Młodych przytłacza rysowany przed nimi ideał dwudziestolatka, który pracuje zdalnie na Bali, a żyjąc tam, na bieżąco relacjonuje w social mediach wyzwania, z jakimi mierzy się w firmie, i jednocześnie opowiada o swoich prywatnych aktywnościach i pokazuje, co ma na talerzu.

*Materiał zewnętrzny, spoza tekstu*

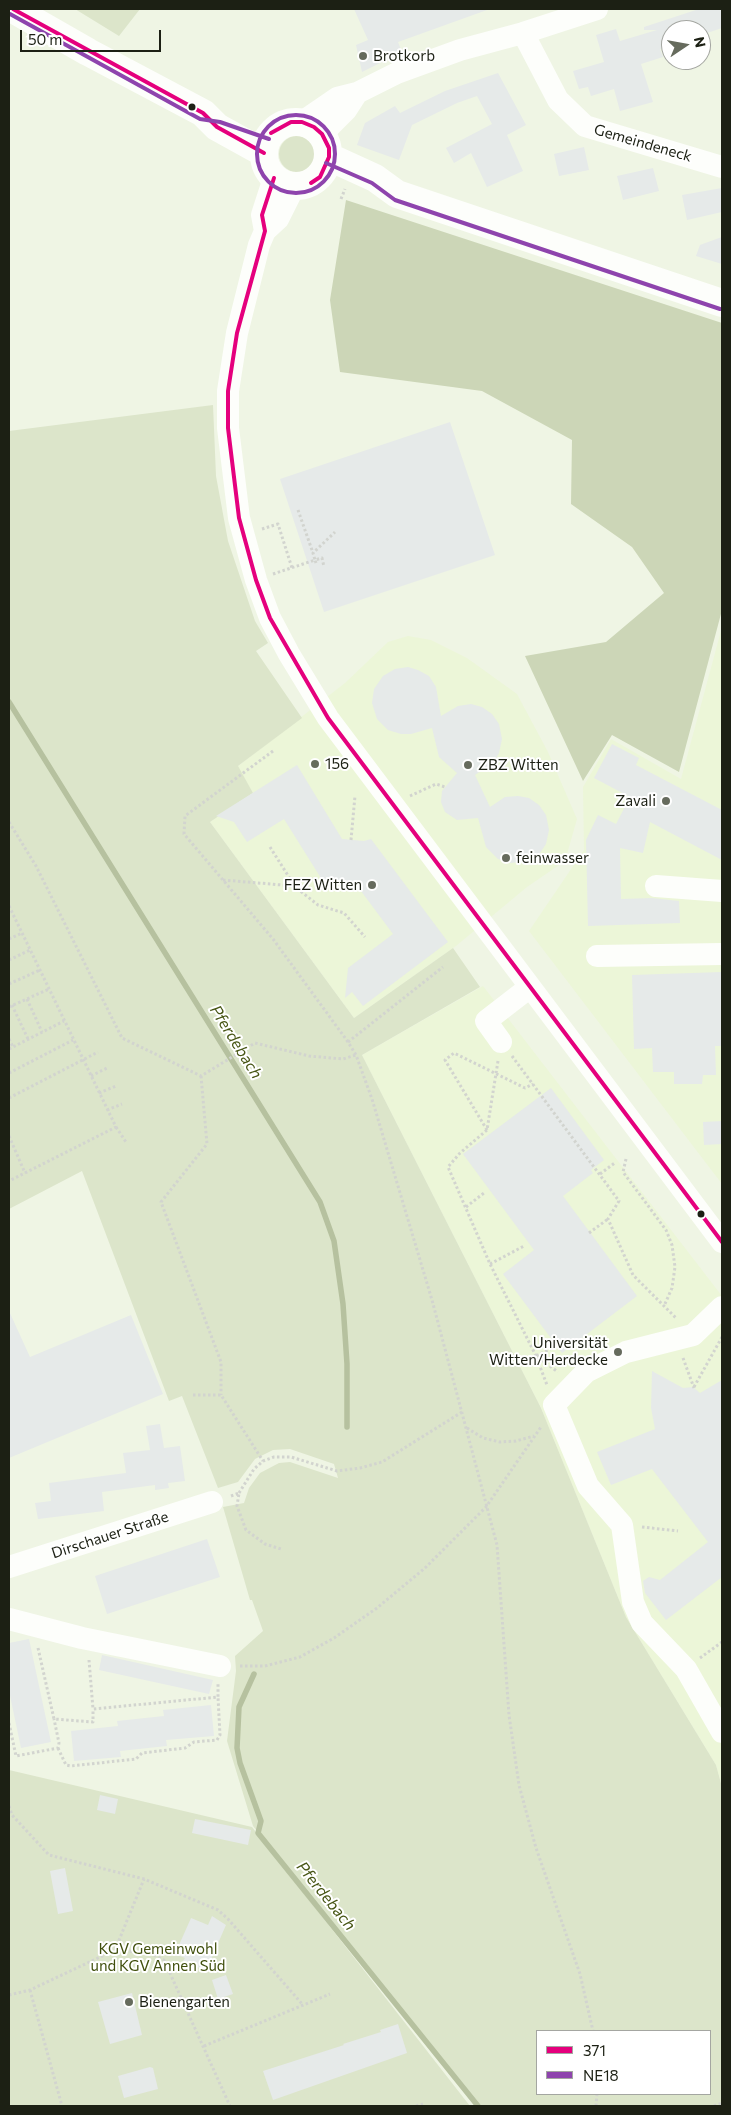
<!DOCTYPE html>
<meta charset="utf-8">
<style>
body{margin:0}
#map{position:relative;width:731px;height:2115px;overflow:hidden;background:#eff5e4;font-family:Commissioner,sans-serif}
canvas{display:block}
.frame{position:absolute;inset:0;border:10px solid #1c2014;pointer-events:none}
.legend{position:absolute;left:536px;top:2030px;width:175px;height:65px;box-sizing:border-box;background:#fff;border:1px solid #a4a6a1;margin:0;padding:6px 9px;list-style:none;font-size:15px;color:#1c2014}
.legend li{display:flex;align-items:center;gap:10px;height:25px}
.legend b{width:25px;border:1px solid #a4a6a1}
.north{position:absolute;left:661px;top:20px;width:50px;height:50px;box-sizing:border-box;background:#fff;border:1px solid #a4a6a1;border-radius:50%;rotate:78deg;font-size:14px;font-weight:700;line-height:20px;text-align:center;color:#1c2014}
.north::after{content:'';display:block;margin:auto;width:18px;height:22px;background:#666b5d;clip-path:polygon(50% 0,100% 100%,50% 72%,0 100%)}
.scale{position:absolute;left:20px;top:30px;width:141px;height:22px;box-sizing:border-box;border:2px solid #1c2014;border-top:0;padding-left:6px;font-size:15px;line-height:18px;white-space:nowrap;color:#1c2014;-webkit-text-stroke:4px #fff;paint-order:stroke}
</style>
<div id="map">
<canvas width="731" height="2115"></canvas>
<div class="frame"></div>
<ul class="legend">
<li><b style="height:6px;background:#e5007d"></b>371</li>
<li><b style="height:6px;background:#8e44ad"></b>NE18</li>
</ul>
<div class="north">N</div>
<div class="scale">50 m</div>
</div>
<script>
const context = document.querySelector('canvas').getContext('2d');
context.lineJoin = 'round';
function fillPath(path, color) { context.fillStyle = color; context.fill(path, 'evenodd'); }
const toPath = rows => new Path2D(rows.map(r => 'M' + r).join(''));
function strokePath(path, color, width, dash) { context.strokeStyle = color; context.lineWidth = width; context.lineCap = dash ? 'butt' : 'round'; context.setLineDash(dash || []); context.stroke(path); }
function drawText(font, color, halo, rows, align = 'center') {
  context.font = font + ' Commissioner,sans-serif'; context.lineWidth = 4; context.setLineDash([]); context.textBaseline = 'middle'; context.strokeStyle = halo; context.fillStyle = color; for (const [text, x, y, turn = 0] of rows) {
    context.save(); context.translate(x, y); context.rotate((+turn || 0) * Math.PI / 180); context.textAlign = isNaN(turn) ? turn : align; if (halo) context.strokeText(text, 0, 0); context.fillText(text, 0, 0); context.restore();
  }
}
fillPath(toPath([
 [722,627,722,1184,529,931,584,850,583,787,611,739,681,779],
 [408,636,431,640,467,658,517,694,548,752,577,819,565,861,527,887,456,946,354,1018,210,822,253,793,237,767,345,683,388,642],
 [483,986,722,1296,722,1787,716,1765,626,1617,541,1408,362,1055]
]), '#ecf6d8');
fillPath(toPath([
 [75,9,140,9,119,36],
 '279 154a18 18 0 1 1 36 0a18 18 0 1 1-36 0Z',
 [213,405,216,476,228,541,255,621,268,643,256,651,302,718,238,766,253,793,210,822,354,1018,453,948,480,987,362,1055,541,1408,626,1617,716,1765,722,1787,722,2106,480,2106,253,1826,227,1741,236,1671,235,1656,263,1631,252,1600,250,1600,223,1507,244,1503,249,1488,260,1473,279,1463,290,1462,338,1478,334,1464,290,1449,273,1450,255,1459,238,1482,218,1488,182,1396,169,1401,82,1171,9,1209,9,431],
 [537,2031,710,2031,710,2094,537,2094],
 [9,1770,252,1827,470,2106,9,2106]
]), '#dce5ca');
fillPath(toPath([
 [346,200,722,323,722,610,679,772,612,735,583,781,525,656,606,642,664,593,632,547,571,504,572,440,482,391,340,372,330,300]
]), '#ccd6b7');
strokePath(toPath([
 [9,702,320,1202,334,1241,343,1304,347,1364,347,1427],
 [254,1674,239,1707,237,1748,240,1763,261,1821,258,1833,478,2106]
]), '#b6c19f', 5.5);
fillPath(toPath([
 [354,9,487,9,487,10,398,42,402,52,362,72,356,45,368,40],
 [699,9,722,9,722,28,701,35,701,30,671,30,671,45,660,49,663,57,641,64,653,102,620,111,614,89,591,96,588,87,579,89,573,71,604,62,596,35,616,29,620,41,657,30,644,30,644,27],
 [498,73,526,125,507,135,523,171,487,187,471,153,454,163,446,148,492,124,477,96,457,103,412,125,399,160,357,145,365,123,395,106,400,113,445,91],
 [584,147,589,170,559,176,554,154],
 [653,168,659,191,623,200,617,176],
 [722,188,722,212,687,220,682,195],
 [722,237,722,264,696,256,700,245],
 [450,422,495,555,324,612,280,479],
 [408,667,418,670,429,676,436,687,441,716,458,706,471,704,482,707,492,714,499,724,502,739,499,753,494,762,475,775,490,807,505,797,518,796,529,798,539,805,546,815,549,830,546,844,540,853,529,861,511,863,498,859,486,847,478,818,457,820,445,812,441,802,442,791,457,773,439,757,432,728,411,734,401,734,388,730,377,719,372,703,374,689,383,676,395,669],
 [612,744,639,758,636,765,722,810,722,860,650,822,643,853,620,848,621,899,652,898,679,901,680,923,588,926,586,840,598,815,616,824,630,797,594,778],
 [297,765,342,839,364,841,371,839,448,942,363,1006,352,992,345,998,348,968,393,934,358,887,324,883,284,819,247,842,234,822,216,816],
 [722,972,722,1046,715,1046,716,1075,703,1075,702,1084,674,1084,674,1072,653,1072,652,1048,634,1049,632,975],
 [551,1088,604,1160,591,1170,593,1173,563,1196,637,1296,562,1353,503,1274,534,1250,463,1154],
 [722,1121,722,1144,704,1145,703,1122],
 [9,1311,30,1357,131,1315,163,1394,9,1458],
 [652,1371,683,1388,693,1387,700,1393,722,1380,722,1577,666,1620,645,1593,643,1581,649,1577,660,1580,708,1542,652,1469,611,1485,597,1452,655,1429,651,1408],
 [160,1424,164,1448,180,1446,185,1481,168,1483,169,1488,155,1490,155,1485,102,1492,104,1511,38,1519,35,1503,51,1501,49,1483,126,1473,123,1453,150,1450,146,1426],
 [207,1539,220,1577,107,1614,95,1576],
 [29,1639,51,1742,21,1748,9,1691,9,1643],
 [102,1655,213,1680,209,1694,99,1670],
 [211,1705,214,1736,166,1740,167,1746,120,1751,121,1757,74,1761,71,1731,118,1726,117,1721,164,1716,163,1710],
 [100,1795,118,1799,115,1814,97,1810],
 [195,1819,251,1830,248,1845,192,1833],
 [65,1868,73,1911,58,1914,50,1871],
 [212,1916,226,1925,206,1971,183,1961,185,1958,175,1954,191,1918,208,1925],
 [226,1975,233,1994,218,1999,212,1980],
 [132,1993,142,2035,110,2044,98,2002],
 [398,2024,407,2053,273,2100,263,2071,344,2045,343,2044,381,2032,380,2030],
 [150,2067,153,2068,158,2089,124,2098,118,2076]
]), '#e6eae9');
strokePath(toPath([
 [341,199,345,189],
 [298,510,313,553],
 [262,529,278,524,292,568],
 [316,563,315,560,322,558,324,567],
 [273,574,315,560,313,553,335,532],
 [273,751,185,816,184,834,273,939,348,1042,356,1055,372,1099,432,1300,497,1545,509,1715,519,1785,536,1848,580,1974,593,2031],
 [410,796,436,784,445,787],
 [9,822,36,866,122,1038,201,1076,255,1043,309,1056,343,1059,356,1055],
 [351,840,355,796],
 [270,847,294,885],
 [223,880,294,886,318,905,344,913,365,937],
 [9,906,116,1127,9,1181],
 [9,939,22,933],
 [9,960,30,950],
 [9,984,40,970],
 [27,999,42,1032],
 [12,1005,28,1039],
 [9,1007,49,989],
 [9,1039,13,1047],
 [348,1042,443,967],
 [9,1049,64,1021],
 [512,1056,619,1201,608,1219,633,1275,676,1318],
 [498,1061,487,1130,460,1153,448,1167,490,1264,536,1356,547,1385],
 [9,1073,73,1040],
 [91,1076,107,1068],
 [201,1076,207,1144,161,1202,221,1362,221,1395],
 [99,1093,116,1086],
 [9,1098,98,1052],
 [107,1110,122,1104],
 [116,1127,126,1142],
 [487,1130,445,1060,454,1053,525,1088,533,1084],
 [9,1136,25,1173],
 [626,1159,623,1172,666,1230,672,1245,675,1267,672,1288,664,1306],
 [600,1174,616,1162],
 [466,1207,484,1193],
 [589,1233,608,1219],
 [490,1264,524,1246],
 [552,1348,536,1356,558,1372],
 [683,1358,694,1388],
 [694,1387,722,1337],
 [193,1395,221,1395,263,1461],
 [467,1428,483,1438,500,1442,516,1441,534,1436],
 [239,1493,254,1469,263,1461,274,1457,291,1457,337,1471,360,1468,382,1462,462,1412],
 [231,1496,239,1493,237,1506,246,1530,265,1544,281,1549],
 [642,1527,678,1531],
 [38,1648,54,1719,93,1722,93,1709],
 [700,1658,722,1642],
 [89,1660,93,1709,218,1697,218,1684],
 [240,1666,265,1666,300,1657,334,1638,377,1608,425,1568,486,1507,541,1427],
 [9,1723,16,1756,58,1748,59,1743,54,1719],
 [58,1748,66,1765,71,1766,136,1759,142,1753,185,1748,194,1742,217,1740,220,1735,218,1697],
 [9,1806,12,1815,49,1855,144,1879,218,1910,228,1919,303,2005],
 [115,1950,144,1879],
 [30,1990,62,2106],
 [9,1995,30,1990,115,1950,150,1953,164,1960,230,2106],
 [204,2046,330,1994],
 [416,2106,423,2104],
 [596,2106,597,2094],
 [714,2106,722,2103]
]), '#d2d4cf', 3, [2.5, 2.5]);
strokePath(toPath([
 [523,33,558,100,585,126,722,167],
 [302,122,337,98,357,93,397,73,460,50,523,33,597,9],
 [322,134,346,110,357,93],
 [294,187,278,219,265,231,259,245,237,333,228,391,228,428,239,518,256,580,270,618,289,654,328,718,722,1242],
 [265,231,262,215,274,178],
 [656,886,722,891],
 [597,956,722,954],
 [501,1042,486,1021,530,987],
 [722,1307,693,1335,626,1352,586,1372,554,1405,588,1486,622,1525,633,1602,642,1623,686,1669,722,1732],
 [9,1567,212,1502],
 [9,1619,82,1638,220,1666]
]), '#fdfefb', 22);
strokePath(toPath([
 [13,9,88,52,203,113,217,127,264,153],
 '264 154a32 32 0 1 1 64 0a32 32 0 1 1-64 0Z',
 [329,157,375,178,397,194,722,303]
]), '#fdfefb', 28);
strokePath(toPath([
 [13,9,203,113,217,127,264,153],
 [271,133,291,122,302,122,314,127,322,134,329,148,329,157,320,177,311,183],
 [274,178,262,215,265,231,237,333,228,391,228,428,239,518,256,580,270,618,328,718,722,1242]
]), '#e5007d', 4);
strokePath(toPath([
 [10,14,200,119,220,122,269,139],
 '257 154a39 39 0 1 1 78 0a39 39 0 1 1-78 0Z',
 [326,163,372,183,395,200,720,309]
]), '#8e44ad', 4);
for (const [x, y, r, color] of [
 [363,56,5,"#666b5d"],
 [192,107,4.5,"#1c2014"],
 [315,764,5,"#666b5d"],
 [468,765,5,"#666b5d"],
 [666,801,5,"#666b5d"],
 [506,858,5,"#666b5d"],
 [372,885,5,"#666b5d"],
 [701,1214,4.5,"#1c2014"],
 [618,1352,5,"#666b5d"],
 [129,2002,5,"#666b5d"]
]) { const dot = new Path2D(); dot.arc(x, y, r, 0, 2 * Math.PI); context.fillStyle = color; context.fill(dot); strokePath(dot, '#fff', 2); }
drawText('15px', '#1c2014', '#fff', [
 ["Brotkorb",373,56],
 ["156",325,764],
 ["ZBZ Witten",478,765],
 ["Zavali",656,801,"right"],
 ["feinwasser",516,858],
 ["FEZ Witten",362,885,"right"],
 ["Universität",608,1343,"right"],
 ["Witten/Herdecke",608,1360,"right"],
 ["Bienengarten",139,2002]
], 'left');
drawText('15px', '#1c2014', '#fff', [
 ["Gemeindeneck",643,143,16],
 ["Dirschauer Straße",110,1535,-18]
]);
drawText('15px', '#404f0d', '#fff', [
 ["KGV Gemeinwohl",158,1949],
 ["und KGV Annen Süd",158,1966]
]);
drawText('italic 16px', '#465514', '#fff', [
 ["Pferdebach",236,1042,58],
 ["Pferdebach",326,1896,51]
]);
</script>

— W realizowanym przez BASF programie „Chemia jest kobietą” zajmujemy się młodzieżą, a nawet chodzimy do szkół, by uczyć dziewczynki i wzmacniać w nich pewność siebie. Napotykamy tam młodzież często zdezorientowaną i poddaną sile stereotypu. O ile w dużych miastach coś się dzieje, o tyle poza nimi stereotypy rządzą niepodzielnie — przyznała Ewa Dolegacz.
W mniejszych miejscowościach jednym z problemów ograniczających rozwój młodych jest wykluczenie transportowe.
— Gdy uczniowie muszą do godz. 15 opuścić szkołę, bo potem nie ma już autobusu, ich szanse na rozwój aktywności społecznych i kontaktów z rówieśnikami maleją. Potrzebne są zmiany w krajowym ekosystemie, a odpowiedzialność biznesu polega m.in. na tym, by podnosić te tematy w debacie publicznej, a następnie brać udział w planowaniu i realizacji potrzebnych zmian, także infrastrukturalnych — podkreśliła Małgorzata Greszta.
Gdy duża firma inicjuje działalność w małym mieście, uzyskuje znaczący wpływ na lokalną społeczność — przykładem jest Saint-Gobain, który zatrudnia około tysiąca pracowników w 5 zakładach w Kole — mieście zamieszkanym przez 20 tys. ludzi.
— Gdy pracowałem w Kole, jako dyrektor personalny, zauważyłem, że nasz Zarząd jest powszechnie rozpoznawany i ma realny autorytet wśród nie tylko pracowników, ale i mieszkańców gminy. Gdy firma inicjowała jakąś akcję społeczną, całe miasto o tym wiedziało — wspominał Michał Ciesielski.
Uczestnicy debaty zgodzili się, że w związku z obowiązkiem raportowania ESG — i to już za 2024 r. — wzrośnie zainteresowanie biznesu jej odpowiedzialnością i regulacjami, jakim podlegają aktywności w tym zakresie.